Claudio Invernizzi. Estuario; Montevideo, 2019. 309 páginas; 650 pesos.
El año que acaba de terminar se publicó la parte final de la trilogía de Puerto Vírgenes (Algo tan luminoso como una derrota) y en 2021 había aparecido la segunda (El pasado es un montón de cosas inconclusas). Es probable, entonces, que el mayor porcentaje de ocio que trae el verano al tiempo siempre escaso de los lectores otorgue una buena ocasión para acometer los tres libros. La tarea, más placentera que ardua, deberá comenzar, en todo caso, por La memoria obstinada de Puerto Vírgenes que marcó el regreso de un gran narrador que ya se había esbozado en la inolvidable La Pulseada (1989). Vuelve con mayor dominio de la técnica y sin perder una gota de aquella lozanía de los 30 años. Pinta su aldea y pinta su tiempo, con una historia que podría ser calificada de entrañable si el adjetivo no trajera el riesgo de opacar la tensión y el espesor que contiene.
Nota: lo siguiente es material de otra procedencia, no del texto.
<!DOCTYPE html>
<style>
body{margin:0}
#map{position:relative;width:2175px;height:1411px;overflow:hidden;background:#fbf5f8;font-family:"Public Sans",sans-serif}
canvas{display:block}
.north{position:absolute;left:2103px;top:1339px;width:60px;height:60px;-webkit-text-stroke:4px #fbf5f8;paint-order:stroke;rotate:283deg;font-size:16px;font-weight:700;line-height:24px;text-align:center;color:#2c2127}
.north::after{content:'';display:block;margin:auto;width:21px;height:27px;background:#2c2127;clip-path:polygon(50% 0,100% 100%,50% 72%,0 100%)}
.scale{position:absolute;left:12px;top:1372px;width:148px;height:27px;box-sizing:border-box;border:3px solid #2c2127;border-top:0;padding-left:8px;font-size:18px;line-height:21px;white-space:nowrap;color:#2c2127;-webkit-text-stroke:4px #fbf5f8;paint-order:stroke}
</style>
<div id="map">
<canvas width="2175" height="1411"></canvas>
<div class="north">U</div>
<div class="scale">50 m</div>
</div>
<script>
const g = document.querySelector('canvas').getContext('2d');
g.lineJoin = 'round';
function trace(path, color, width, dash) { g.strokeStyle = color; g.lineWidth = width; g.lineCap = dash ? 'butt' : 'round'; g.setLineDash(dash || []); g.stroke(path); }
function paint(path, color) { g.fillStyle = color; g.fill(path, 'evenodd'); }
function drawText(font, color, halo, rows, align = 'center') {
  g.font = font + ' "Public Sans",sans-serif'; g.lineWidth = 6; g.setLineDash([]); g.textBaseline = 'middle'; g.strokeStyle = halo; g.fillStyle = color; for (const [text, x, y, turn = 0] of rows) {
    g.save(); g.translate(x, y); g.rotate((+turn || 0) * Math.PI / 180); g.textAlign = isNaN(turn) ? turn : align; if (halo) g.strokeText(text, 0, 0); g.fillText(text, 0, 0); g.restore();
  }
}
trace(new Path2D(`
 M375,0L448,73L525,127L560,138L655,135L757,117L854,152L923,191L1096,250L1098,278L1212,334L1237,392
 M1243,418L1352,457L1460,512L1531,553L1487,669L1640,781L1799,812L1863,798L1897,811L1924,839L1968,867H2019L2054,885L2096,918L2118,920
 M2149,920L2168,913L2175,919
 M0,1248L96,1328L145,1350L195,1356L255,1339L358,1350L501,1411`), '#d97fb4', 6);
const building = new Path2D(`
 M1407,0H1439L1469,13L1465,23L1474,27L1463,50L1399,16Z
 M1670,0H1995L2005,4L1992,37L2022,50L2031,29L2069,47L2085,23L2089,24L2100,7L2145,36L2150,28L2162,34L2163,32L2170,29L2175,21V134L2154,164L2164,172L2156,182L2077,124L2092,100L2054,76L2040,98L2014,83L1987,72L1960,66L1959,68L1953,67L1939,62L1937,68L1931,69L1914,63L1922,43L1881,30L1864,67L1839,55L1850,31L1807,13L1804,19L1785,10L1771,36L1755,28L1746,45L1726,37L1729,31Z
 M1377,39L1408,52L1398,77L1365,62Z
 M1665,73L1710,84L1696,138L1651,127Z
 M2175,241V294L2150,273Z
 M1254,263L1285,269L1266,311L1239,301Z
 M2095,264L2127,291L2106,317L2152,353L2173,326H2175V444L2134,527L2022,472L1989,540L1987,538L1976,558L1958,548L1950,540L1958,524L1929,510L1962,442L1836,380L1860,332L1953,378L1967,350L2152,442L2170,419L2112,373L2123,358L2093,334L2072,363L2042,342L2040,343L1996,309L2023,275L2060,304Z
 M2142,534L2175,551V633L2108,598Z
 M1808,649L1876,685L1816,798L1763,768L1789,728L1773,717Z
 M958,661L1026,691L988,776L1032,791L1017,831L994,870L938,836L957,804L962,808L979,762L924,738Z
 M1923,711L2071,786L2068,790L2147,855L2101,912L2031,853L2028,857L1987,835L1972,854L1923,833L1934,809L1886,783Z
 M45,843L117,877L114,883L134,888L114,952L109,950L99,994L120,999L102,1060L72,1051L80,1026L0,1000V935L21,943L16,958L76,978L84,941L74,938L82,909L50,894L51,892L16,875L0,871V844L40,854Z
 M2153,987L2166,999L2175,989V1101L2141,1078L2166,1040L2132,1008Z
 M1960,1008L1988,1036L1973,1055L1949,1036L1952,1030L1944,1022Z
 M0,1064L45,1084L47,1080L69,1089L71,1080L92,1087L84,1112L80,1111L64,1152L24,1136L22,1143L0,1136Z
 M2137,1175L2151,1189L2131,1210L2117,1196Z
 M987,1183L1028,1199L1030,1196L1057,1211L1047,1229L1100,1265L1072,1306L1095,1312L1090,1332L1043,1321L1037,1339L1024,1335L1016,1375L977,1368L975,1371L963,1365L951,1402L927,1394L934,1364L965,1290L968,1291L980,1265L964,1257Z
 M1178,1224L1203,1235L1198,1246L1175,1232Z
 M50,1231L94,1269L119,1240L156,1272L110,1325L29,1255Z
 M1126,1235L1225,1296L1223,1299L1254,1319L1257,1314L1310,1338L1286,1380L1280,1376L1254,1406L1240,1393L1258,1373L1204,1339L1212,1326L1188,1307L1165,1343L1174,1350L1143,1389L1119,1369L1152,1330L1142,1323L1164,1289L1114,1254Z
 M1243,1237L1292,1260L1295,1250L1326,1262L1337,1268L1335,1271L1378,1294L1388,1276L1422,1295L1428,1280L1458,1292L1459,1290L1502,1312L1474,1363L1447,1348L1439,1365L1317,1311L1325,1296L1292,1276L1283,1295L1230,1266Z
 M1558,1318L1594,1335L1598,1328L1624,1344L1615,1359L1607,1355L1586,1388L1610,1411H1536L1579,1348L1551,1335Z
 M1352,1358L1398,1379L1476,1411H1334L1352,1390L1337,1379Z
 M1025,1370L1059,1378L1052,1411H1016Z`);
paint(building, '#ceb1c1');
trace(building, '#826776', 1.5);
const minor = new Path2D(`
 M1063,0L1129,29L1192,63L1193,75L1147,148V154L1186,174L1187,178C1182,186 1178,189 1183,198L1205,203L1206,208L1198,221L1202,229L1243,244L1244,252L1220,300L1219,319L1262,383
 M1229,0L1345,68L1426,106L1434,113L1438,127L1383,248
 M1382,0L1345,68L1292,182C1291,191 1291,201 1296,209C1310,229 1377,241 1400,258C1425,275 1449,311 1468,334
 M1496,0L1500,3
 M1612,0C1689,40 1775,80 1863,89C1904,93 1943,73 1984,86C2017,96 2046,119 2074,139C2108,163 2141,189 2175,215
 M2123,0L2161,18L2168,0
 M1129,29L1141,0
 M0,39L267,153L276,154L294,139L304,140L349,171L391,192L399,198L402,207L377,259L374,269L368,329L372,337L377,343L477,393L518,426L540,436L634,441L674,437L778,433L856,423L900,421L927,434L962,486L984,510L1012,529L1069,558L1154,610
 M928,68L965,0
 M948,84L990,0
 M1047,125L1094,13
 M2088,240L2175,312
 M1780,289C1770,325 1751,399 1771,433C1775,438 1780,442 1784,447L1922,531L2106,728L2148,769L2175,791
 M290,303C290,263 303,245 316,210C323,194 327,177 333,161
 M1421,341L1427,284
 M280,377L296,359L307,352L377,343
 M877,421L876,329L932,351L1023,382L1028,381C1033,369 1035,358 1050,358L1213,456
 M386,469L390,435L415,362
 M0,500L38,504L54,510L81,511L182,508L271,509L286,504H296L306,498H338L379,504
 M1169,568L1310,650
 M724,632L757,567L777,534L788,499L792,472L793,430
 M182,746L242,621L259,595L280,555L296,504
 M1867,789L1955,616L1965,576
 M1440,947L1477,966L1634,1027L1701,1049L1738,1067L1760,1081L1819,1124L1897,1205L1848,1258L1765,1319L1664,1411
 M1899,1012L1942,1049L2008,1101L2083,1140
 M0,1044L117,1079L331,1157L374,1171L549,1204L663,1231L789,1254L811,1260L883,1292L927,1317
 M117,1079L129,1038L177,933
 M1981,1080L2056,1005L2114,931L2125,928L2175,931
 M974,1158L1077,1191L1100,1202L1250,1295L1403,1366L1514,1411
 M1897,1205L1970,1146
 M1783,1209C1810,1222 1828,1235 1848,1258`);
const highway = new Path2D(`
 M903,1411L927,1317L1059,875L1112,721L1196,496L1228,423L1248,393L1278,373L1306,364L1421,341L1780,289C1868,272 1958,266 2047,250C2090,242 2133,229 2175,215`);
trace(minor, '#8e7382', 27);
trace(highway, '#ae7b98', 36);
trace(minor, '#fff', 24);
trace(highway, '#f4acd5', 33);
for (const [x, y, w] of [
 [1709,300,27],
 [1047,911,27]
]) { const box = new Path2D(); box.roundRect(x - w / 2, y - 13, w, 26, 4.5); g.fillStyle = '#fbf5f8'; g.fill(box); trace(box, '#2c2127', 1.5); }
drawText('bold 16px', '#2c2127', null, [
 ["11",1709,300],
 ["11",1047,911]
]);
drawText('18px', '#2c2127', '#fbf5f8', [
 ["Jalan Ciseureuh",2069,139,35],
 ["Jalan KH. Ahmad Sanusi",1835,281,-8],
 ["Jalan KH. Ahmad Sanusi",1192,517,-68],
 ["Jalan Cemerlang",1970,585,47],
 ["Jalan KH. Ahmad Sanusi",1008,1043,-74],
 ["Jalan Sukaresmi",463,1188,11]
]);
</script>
Es una novela política y es una novela de espías (en el sentido de El fantasma de Harlot, 1991, de Norman Mailer, por ejemplo), pero también es una novela que aborda los pliegues del deseo y la melancolía de lo crepuscular. El fragmento del encuentro con el viejo titiritero es una lección de estructura sin que se noten las costuras del prodigio, y los capítulos sobre el padre son una joya de sensibilidad. Tiene, por último, la virtud de delinear con claridad algunos personajes que luego reaparecerán en el ciclo, lo que exorciza el inevitable sentimiento de pérdida que ocurre cuando se lee la última página de un buen libro.